--- START ---

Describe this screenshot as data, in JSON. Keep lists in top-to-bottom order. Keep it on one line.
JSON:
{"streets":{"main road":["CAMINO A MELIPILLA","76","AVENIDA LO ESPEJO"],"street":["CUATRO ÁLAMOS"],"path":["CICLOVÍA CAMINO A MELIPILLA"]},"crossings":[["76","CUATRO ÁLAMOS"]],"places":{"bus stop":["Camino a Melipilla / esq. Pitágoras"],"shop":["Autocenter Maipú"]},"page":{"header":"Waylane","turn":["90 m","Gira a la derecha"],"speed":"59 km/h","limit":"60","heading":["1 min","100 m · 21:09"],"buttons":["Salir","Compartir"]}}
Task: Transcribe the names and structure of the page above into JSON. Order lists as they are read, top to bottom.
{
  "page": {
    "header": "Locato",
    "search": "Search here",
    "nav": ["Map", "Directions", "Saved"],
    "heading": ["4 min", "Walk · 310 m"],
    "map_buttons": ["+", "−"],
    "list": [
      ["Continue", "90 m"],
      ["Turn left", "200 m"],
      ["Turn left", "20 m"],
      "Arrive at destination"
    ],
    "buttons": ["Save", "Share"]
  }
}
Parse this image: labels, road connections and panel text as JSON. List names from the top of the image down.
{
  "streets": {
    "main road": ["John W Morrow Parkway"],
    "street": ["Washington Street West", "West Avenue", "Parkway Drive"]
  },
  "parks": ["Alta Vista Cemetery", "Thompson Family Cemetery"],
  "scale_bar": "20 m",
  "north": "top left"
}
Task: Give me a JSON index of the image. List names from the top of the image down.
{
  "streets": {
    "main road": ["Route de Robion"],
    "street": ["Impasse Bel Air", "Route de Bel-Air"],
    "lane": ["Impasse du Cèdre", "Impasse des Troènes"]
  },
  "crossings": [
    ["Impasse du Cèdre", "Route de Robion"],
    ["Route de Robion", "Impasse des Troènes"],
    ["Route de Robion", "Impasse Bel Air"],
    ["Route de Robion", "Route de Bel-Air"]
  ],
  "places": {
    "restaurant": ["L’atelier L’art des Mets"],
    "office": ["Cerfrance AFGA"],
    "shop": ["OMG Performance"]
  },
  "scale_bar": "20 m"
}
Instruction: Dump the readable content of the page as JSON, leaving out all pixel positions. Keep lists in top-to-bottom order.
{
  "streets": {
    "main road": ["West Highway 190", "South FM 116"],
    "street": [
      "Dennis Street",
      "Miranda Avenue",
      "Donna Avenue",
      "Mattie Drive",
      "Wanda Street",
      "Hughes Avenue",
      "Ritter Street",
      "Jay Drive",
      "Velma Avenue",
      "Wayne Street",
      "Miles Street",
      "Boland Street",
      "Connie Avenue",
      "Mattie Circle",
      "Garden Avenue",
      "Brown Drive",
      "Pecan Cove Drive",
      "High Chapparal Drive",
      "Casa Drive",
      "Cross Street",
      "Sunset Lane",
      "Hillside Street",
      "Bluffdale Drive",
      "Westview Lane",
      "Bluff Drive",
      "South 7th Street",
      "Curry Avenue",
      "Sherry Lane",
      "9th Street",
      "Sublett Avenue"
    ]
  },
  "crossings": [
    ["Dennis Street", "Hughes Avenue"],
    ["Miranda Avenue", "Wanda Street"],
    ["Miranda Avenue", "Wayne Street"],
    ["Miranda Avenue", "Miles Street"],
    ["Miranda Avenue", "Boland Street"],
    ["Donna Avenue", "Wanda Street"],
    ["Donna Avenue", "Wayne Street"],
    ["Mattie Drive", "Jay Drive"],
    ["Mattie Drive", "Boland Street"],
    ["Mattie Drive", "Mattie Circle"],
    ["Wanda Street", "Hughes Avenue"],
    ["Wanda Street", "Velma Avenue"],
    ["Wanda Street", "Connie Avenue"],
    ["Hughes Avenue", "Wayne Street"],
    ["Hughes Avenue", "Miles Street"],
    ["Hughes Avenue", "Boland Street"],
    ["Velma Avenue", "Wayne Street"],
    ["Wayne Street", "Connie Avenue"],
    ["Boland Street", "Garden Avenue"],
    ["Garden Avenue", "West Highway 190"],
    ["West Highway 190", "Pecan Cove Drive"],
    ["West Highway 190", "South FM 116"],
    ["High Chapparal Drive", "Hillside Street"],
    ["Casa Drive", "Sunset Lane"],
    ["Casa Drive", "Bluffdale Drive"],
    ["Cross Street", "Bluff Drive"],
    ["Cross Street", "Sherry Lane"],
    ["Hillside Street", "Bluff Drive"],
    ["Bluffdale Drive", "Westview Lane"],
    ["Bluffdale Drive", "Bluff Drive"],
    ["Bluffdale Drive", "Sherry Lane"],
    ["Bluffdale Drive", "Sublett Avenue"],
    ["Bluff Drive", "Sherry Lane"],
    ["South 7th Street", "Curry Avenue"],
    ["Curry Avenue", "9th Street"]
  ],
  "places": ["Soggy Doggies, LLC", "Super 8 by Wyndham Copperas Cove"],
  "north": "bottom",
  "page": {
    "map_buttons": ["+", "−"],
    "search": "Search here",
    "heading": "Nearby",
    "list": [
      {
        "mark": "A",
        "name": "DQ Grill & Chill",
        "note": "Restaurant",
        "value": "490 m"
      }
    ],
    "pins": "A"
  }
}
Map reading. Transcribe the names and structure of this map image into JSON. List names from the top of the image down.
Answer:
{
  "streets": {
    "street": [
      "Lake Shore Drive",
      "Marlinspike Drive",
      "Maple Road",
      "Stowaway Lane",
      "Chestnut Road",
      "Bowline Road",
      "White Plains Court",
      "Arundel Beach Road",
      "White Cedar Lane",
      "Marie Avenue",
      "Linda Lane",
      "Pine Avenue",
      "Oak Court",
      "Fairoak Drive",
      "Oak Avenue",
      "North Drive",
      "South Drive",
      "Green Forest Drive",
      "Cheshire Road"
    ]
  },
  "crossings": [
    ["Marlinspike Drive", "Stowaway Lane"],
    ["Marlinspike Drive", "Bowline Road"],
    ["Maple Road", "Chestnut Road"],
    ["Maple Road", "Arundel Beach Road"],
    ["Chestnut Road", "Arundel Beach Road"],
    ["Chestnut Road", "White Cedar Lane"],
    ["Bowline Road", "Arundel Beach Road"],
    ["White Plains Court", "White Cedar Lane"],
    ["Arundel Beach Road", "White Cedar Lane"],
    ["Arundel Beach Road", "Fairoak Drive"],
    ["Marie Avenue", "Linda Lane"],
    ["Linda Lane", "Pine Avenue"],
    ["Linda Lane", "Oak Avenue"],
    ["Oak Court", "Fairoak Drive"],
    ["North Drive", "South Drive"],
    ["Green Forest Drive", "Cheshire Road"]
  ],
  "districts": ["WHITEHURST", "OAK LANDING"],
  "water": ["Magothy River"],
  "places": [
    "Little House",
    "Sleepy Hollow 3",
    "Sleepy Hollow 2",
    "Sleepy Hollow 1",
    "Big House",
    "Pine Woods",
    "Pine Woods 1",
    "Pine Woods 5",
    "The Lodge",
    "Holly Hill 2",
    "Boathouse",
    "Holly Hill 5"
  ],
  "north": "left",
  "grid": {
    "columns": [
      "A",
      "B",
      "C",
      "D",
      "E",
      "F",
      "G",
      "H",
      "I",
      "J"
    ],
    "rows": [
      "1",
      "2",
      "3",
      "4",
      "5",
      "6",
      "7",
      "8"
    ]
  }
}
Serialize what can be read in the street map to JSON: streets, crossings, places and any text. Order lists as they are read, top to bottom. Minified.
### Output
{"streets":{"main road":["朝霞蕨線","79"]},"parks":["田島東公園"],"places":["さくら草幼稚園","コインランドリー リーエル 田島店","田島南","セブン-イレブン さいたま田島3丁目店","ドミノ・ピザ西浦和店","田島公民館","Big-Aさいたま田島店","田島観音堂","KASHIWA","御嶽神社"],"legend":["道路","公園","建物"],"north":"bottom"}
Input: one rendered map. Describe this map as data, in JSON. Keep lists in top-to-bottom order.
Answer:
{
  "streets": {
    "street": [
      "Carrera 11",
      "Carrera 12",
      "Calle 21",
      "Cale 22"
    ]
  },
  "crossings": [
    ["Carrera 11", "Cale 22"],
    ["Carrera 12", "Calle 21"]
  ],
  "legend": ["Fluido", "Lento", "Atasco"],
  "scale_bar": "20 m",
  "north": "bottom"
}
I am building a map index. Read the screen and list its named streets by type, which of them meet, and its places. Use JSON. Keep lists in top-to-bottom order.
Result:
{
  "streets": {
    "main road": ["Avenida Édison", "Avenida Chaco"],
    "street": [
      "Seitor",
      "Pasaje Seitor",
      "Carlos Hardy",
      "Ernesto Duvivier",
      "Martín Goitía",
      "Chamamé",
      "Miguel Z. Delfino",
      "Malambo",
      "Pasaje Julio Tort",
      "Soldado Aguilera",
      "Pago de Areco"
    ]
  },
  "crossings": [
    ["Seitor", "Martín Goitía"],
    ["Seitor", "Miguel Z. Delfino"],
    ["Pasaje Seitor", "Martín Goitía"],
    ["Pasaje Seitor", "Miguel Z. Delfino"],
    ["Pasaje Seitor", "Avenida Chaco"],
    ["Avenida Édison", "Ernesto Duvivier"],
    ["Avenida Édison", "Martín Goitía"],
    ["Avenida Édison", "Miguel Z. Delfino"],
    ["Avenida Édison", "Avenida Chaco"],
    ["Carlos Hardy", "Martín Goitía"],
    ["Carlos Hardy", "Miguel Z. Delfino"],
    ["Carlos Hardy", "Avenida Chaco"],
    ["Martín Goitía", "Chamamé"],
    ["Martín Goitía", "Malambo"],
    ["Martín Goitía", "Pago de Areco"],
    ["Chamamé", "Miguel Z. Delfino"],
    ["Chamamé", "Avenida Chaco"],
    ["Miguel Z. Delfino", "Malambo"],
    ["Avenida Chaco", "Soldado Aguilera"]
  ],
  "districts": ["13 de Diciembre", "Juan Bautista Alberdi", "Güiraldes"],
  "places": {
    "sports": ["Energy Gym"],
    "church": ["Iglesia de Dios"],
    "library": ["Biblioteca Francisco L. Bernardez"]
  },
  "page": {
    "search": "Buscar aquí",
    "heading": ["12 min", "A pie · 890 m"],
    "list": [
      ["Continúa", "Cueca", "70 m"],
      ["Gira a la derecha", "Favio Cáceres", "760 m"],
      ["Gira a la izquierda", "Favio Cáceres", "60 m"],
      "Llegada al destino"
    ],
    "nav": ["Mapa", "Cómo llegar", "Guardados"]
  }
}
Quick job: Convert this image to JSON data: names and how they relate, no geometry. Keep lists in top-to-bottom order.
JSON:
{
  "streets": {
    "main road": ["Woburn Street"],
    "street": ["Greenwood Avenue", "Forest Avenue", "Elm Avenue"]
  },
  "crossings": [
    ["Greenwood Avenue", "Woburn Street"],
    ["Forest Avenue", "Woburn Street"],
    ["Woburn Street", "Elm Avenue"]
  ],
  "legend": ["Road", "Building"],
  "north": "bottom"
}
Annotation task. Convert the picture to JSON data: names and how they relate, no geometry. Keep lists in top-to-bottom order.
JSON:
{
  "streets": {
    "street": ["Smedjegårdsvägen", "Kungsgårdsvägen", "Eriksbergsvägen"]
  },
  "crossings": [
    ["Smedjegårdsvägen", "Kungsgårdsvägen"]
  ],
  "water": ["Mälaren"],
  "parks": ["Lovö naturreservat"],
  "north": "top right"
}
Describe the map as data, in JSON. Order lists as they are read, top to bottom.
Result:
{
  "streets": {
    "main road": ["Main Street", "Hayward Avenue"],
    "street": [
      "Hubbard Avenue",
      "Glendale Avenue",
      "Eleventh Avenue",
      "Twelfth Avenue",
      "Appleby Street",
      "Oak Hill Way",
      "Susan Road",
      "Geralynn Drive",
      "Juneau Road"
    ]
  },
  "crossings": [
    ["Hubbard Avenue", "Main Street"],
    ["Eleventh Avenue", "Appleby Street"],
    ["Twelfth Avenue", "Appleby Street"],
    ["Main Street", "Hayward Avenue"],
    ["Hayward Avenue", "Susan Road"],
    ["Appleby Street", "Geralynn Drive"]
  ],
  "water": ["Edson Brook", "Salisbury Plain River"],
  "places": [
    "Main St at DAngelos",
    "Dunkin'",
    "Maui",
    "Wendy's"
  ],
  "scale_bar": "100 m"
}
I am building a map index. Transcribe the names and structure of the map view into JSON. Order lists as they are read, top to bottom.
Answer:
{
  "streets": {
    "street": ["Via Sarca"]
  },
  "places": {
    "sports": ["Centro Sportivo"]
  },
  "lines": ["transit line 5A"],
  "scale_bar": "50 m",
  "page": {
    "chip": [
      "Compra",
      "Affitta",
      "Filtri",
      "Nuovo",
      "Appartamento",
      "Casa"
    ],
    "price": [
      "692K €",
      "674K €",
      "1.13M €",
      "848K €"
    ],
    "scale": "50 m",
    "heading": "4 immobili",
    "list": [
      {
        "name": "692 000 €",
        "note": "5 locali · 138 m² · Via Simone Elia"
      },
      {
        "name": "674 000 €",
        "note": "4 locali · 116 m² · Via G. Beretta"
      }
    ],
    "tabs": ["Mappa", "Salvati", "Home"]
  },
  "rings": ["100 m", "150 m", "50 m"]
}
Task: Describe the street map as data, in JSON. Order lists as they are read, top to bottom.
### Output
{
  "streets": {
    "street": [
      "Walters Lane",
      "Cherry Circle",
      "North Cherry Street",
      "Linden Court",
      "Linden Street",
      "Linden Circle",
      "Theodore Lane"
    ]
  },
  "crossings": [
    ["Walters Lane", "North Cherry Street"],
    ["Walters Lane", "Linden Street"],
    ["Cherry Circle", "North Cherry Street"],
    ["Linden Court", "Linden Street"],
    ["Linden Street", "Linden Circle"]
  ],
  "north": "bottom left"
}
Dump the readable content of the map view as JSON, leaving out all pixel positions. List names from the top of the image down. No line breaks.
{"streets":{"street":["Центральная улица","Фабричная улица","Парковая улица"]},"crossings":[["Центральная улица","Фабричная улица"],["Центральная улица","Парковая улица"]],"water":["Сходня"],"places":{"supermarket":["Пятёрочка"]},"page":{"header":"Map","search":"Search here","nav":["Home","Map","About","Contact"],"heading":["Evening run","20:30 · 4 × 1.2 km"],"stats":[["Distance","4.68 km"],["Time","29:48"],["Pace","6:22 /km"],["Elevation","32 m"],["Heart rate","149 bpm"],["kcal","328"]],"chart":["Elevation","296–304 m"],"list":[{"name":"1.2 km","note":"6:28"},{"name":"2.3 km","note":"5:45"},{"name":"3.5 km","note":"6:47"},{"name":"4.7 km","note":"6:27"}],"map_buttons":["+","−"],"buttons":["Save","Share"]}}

--- END ---

Only lines holding the word "Boland" are wanted; list them all from the material.

◆ WRITTEN SOLUTION
      "Boland Street",
    ["Miranda Avenue", "Boland Street"],
    ["Mattie Drive", "Boland Street"],
    ["Hughes Avenue", "Boland Street"],
    ["Boland Street", "Garden Avenue"],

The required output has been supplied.